Philosophie einer humanen Bildung by Nida-Rümelin Julian

Philosophie einer humanen Bildung by Nida-Rümelin Julian

Autor:Nida-Rümelin, Julian [Nida-Rümelin, Julian]
Die sprache: deu
Format: epub
ISBN: 9783896844422
Herausgeber: edition Körber-Stiftung, Hamburg 2013
veröffentlicht: 2015-01-12T16:00:00+00:00


Kapitel VI:

Orientierungswissen

»Die neue Theorie erneuert die Ansicht der antiken Welt, dass Erfahrung in erster Linie nicht Sammlung von Kenntnissen, sondern ihrem Wesen nach praktisch ist, nämlich eine Angelegenheit des Handelns und des Erleidens der Folgen, die sich aus dem Handeln ergeben.«64

Um das Verhältnis von Lebensform, Wissen und Wissenschaft genauer zu bestimmen, schlage ich vor, auf den Begriff des Orientierungswissens zurückzugreifen. Orientierungswissen ist dadurch definiert, dass es für die menschliche Lebensform relevant ist. Die Ambivalenz dieser Formulierung wird uns noch beschäftigen. Geht es um Orientierungswissen, das für die menschliche Lebensform als solche, für die conditio humana, generell relevant ist oder geht es um Orientierungswissen, das je spezifisch für eine realisierte Lebensform relevant ist? Das Erste scheint sich angesichts der Vielfalt von kulturell realisierten menschlichen Lebensformen nicht bestimmen zu lassen und das zweite scheint allenfalls Gegenstand wissenssoziologischer Untersuchungen sein zu können. Für uns markiert der Begriff Orientierungswissen dagegen eine zentrale Dimension eines angemessenen Verständnisses von Bildung.

Das kulturelle Selbstverständnis besagt, dass wir in den westlichen Gesellschaften in einer wissenschaftlich-technischen Zivilisation leben.

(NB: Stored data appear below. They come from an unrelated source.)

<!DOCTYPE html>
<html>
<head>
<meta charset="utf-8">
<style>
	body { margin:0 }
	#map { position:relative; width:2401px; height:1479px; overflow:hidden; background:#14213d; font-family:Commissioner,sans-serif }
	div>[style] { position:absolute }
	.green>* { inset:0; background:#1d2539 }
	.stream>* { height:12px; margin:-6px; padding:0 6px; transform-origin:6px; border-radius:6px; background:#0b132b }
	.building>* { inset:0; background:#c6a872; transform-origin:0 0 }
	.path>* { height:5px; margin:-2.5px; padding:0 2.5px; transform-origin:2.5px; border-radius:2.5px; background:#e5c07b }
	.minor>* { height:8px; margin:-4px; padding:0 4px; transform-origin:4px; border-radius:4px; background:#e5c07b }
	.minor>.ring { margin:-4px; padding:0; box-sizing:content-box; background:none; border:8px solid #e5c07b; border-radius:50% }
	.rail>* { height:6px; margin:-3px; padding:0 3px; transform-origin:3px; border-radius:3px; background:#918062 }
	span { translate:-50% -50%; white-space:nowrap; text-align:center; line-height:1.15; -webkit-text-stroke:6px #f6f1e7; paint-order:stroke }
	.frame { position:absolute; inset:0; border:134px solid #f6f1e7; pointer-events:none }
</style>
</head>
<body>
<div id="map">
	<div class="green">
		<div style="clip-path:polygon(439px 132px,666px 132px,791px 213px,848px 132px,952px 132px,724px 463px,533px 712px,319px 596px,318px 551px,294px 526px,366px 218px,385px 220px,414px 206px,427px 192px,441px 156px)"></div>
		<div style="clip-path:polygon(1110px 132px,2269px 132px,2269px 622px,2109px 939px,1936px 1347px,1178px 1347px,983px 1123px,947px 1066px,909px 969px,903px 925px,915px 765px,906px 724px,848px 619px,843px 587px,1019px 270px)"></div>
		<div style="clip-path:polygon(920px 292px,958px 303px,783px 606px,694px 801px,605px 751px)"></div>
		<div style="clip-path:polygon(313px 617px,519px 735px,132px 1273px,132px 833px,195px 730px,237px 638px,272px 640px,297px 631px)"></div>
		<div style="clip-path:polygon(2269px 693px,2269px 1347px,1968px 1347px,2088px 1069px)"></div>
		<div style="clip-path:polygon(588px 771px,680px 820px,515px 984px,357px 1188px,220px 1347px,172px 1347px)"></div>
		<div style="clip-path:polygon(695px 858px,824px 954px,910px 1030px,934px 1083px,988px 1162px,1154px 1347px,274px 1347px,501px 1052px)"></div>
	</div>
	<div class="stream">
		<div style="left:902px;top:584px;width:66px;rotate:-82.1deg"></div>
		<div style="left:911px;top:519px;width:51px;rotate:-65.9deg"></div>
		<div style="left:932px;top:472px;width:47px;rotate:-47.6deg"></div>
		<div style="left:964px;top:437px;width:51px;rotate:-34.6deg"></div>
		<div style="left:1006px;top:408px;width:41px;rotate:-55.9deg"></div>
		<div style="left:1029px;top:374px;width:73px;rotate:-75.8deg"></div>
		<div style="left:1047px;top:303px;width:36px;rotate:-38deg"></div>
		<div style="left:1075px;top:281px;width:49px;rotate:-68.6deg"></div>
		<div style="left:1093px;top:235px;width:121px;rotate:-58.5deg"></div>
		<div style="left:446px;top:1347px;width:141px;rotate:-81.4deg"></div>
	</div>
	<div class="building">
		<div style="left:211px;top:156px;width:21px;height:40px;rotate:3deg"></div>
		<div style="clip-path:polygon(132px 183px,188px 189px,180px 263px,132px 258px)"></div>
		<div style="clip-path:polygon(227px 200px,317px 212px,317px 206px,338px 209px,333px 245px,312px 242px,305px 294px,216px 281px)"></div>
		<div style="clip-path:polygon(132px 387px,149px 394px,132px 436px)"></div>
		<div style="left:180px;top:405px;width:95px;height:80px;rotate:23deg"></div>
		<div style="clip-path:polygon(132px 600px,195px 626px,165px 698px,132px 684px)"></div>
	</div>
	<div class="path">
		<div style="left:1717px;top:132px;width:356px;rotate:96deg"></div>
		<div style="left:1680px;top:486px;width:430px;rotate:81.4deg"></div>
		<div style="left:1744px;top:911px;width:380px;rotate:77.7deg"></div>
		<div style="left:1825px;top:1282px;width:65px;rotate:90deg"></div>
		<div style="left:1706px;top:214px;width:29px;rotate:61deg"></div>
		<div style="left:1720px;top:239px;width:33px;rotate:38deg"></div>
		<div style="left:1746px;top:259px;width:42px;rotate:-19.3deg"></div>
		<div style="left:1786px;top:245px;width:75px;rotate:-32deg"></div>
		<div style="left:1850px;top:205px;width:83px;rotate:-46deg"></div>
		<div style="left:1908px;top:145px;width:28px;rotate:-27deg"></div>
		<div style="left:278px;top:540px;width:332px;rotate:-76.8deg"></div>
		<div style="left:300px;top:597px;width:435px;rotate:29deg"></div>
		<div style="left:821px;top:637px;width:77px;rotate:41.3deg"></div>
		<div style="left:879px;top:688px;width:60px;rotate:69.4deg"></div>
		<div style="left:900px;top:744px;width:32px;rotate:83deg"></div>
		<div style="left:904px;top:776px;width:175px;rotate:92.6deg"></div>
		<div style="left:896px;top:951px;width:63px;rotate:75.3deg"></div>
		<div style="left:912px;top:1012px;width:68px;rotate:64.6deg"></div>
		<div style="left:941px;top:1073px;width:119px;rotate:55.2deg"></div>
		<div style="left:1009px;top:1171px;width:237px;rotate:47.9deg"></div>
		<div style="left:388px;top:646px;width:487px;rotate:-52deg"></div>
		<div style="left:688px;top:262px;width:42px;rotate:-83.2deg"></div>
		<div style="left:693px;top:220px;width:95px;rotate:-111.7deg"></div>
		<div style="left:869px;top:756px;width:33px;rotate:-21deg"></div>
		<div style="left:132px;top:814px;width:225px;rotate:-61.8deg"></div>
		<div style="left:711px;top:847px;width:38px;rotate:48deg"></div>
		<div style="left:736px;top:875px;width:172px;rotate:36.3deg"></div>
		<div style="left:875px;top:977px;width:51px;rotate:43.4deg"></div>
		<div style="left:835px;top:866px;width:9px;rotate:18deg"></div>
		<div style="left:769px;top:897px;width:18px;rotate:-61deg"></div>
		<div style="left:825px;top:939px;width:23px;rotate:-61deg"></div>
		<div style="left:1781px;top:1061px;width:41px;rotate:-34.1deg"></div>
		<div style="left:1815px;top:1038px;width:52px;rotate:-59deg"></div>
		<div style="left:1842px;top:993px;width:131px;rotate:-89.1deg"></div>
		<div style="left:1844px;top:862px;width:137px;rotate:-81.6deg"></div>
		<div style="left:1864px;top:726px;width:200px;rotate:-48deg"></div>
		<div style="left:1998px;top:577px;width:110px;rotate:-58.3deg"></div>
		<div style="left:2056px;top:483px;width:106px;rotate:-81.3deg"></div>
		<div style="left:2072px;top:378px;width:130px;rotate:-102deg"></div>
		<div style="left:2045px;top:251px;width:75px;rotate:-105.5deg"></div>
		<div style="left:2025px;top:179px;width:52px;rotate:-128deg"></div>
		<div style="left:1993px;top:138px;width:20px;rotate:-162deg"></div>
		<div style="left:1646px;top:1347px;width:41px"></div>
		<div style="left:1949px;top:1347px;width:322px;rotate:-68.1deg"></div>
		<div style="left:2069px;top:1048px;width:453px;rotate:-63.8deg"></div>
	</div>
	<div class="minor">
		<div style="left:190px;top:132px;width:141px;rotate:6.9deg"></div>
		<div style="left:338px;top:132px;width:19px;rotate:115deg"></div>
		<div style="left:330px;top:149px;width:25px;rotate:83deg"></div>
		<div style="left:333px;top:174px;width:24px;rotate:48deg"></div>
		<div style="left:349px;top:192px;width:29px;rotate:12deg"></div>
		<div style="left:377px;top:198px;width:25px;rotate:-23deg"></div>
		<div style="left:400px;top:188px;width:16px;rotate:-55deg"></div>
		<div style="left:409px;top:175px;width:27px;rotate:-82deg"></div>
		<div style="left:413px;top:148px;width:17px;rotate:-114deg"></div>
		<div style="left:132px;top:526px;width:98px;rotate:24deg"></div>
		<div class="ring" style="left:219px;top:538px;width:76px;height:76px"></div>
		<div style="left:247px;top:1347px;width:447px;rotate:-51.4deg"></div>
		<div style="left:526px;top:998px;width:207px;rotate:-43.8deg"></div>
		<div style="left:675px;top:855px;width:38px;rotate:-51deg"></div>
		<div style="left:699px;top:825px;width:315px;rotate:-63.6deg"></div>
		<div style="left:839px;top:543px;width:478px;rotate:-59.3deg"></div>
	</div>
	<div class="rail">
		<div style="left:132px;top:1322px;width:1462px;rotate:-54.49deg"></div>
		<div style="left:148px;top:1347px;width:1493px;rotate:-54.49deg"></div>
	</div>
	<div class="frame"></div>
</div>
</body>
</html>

Unterdessen würde man wohl das Prädikat »ökonomisch« hinzufügen. In der Tat ist der wissenschaftlich-technische Fortschritt für die Entwicklung der westlichen Länder, die man bis vor Kurzem noch als Industriegesellschaften bezeichnete, obwohl der Anteil der industriellen Wertschöpfung am Bruttosozialprodukt schon seit Jahrzehnten zurückgeht, für die ökonomische Konkurrenzfähigkeit von großer Bedeutung. Unser Land braucht gute Naturwissenschaftler, Ingenieure und Techniker. Die mathematisch-naturwissenschaftlich-technische Kultur darf keine randständige, sondern muss eine zentrale Rolle im gesamten Bildungswesen spielen. Wir können uns nicht damit abfinden, dass es nach wie vor zwei geistige Verfasstheiten, zwei Wissenschaftskulturen zu geben scheint, die wenig miteinander zu tun haben (wollen). Als ich mich als junger Mann entschied, ein Doppelstudium der Philosophie und Physik aufzunehmen, wurde dies von den allermeisten als eine abwegige Fächerkombination empfunden. Philosophie gehört doch dem Schöngeistigen, der Bücherkultur, dem geschliffenen Argument an, während Physik auf sprachloser mathematischer Präzision beruht und in technischen Anwendungen ihre Nützlichkeit erweist. Ich habe dagegen beide Disziplinen als verwandt empfunden, beide verlangen weniger Wissen als Klarheit des Denkens, für beide spielt die Logik direkt und indirekt eine wichtige Rolle. Die Separierung unterschiedlicher disziplinärer Kulturen ist eine Krankheit, die unser Bildungswesen befallen hat.